START Data provided

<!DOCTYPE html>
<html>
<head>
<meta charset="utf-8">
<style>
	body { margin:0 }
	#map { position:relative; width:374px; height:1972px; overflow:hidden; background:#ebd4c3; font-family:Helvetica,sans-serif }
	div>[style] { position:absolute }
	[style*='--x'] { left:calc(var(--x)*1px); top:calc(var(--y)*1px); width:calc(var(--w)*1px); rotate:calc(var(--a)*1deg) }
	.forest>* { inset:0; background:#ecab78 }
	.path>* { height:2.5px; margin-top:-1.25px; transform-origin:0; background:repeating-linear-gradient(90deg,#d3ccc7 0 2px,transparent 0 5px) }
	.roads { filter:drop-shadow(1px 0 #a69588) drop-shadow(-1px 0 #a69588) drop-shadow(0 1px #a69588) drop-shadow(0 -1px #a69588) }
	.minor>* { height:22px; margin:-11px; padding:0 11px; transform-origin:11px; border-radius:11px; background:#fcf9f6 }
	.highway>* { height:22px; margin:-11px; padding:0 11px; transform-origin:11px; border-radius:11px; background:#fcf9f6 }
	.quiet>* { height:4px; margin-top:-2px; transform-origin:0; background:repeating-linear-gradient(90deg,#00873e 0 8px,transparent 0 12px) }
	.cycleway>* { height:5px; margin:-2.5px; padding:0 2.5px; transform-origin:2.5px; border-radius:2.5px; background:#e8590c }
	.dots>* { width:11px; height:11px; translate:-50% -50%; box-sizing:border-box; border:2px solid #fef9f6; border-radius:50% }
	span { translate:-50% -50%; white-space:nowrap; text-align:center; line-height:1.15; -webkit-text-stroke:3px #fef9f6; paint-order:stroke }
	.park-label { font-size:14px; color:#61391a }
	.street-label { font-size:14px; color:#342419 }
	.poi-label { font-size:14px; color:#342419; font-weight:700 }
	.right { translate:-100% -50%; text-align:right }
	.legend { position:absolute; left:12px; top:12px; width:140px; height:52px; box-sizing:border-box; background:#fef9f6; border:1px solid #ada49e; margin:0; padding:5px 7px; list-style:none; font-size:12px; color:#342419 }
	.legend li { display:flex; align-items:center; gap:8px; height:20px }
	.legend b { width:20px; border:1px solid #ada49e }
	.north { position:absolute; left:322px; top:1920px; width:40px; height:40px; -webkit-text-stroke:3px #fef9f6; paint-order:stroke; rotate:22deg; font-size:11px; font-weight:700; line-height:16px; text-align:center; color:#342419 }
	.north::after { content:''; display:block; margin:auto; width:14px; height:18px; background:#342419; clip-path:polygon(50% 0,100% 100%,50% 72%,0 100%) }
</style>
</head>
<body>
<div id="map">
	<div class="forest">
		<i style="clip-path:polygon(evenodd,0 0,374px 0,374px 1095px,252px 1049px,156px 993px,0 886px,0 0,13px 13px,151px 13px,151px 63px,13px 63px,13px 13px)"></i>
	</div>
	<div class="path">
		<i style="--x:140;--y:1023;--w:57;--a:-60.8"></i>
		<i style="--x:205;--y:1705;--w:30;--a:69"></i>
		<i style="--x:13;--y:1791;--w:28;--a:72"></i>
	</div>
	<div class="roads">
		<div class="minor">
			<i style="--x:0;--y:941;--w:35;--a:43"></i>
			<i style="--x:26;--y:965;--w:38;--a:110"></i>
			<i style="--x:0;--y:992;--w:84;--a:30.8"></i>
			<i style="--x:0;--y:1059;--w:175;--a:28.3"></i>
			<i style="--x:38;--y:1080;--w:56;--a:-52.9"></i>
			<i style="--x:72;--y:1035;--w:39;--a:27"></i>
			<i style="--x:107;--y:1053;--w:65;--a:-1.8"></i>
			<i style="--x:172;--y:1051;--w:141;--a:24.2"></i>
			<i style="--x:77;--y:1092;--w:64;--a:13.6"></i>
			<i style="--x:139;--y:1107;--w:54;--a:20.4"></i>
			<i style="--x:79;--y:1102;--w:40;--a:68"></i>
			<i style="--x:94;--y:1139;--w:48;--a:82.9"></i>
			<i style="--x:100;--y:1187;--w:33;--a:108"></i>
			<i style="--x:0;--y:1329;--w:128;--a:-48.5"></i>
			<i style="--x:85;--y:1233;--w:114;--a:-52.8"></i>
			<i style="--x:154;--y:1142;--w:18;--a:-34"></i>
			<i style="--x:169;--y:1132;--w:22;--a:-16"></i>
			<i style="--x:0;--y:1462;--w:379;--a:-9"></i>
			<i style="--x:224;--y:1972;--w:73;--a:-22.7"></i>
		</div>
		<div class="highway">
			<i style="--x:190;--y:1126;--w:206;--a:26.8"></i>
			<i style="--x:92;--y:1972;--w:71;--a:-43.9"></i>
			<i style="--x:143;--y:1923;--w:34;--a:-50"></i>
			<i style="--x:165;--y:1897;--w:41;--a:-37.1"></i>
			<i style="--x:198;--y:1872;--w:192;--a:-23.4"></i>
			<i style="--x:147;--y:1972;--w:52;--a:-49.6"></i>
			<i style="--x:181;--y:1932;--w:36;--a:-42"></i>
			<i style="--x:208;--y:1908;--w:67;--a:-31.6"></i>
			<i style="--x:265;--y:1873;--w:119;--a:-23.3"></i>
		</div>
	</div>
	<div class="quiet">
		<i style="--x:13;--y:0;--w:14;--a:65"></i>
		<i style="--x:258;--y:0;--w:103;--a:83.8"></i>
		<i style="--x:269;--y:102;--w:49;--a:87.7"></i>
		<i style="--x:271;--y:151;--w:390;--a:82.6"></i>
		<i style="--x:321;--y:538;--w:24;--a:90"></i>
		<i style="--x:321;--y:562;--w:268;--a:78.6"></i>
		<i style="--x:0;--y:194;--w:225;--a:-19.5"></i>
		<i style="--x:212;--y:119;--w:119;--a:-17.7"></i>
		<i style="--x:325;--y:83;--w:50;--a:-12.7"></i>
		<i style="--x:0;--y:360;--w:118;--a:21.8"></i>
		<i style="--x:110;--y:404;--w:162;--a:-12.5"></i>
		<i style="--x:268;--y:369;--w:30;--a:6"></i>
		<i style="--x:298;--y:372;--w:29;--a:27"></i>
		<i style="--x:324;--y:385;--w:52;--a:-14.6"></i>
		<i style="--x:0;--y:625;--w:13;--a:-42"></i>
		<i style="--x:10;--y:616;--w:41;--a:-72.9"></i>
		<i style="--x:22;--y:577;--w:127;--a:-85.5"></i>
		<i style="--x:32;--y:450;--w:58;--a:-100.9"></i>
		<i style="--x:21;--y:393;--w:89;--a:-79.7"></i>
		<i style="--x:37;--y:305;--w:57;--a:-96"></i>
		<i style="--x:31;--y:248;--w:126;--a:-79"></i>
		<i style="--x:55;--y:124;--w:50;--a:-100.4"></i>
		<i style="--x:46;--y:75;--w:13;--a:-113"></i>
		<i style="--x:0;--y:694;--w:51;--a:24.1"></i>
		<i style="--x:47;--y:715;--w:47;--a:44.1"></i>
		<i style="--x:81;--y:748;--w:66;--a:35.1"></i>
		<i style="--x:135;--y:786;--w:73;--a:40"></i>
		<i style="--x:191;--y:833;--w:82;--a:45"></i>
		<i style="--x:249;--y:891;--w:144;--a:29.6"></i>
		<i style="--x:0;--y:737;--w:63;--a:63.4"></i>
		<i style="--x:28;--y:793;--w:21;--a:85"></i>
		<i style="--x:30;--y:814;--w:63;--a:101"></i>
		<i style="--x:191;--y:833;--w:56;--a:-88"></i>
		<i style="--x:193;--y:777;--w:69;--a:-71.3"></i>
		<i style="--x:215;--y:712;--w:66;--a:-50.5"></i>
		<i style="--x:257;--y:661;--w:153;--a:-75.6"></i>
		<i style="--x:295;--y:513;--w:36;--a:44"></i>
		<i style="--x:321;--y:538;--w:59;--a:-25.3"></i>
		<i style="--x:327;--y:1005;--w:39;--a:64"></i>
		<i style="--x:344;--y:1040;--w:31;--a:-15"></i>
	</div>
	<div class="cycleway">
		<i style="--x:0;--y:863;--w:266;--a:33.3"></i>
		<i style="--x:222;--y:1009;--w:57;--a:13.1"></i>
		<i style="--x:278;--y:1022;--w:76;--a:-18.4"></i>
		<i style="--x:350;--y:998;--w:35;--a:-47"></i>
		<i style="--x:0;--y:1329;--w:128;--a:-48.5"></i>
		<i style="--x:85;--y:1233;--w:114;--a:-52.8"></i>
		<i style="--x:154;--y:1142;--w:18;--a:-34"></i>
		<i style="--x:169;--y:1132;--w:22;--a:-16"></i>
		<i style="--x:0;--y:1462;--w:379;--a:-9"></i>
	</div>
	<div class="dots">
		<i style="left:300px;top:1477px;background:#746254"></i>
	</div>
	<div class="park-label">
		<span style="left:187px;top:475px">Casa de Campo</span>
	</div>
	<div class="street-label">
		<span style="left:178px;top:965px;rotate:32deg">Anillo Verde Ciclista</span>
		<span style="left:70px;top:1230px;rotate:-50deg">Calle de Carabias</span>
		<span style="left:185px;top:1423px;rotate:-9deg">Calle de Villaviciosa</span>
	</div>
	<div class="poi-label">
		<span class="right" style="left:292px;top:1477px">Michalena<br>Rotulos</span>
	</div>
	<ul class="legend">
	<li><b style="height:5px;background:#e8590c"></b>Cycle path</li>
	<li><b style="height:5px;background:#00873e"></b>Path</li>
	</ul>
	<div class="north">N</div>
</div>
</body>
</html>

END Data provided

What you have to do: Your answer should be one number, the count of lines in the entries holding the string "roads".

Output of the exercise: 2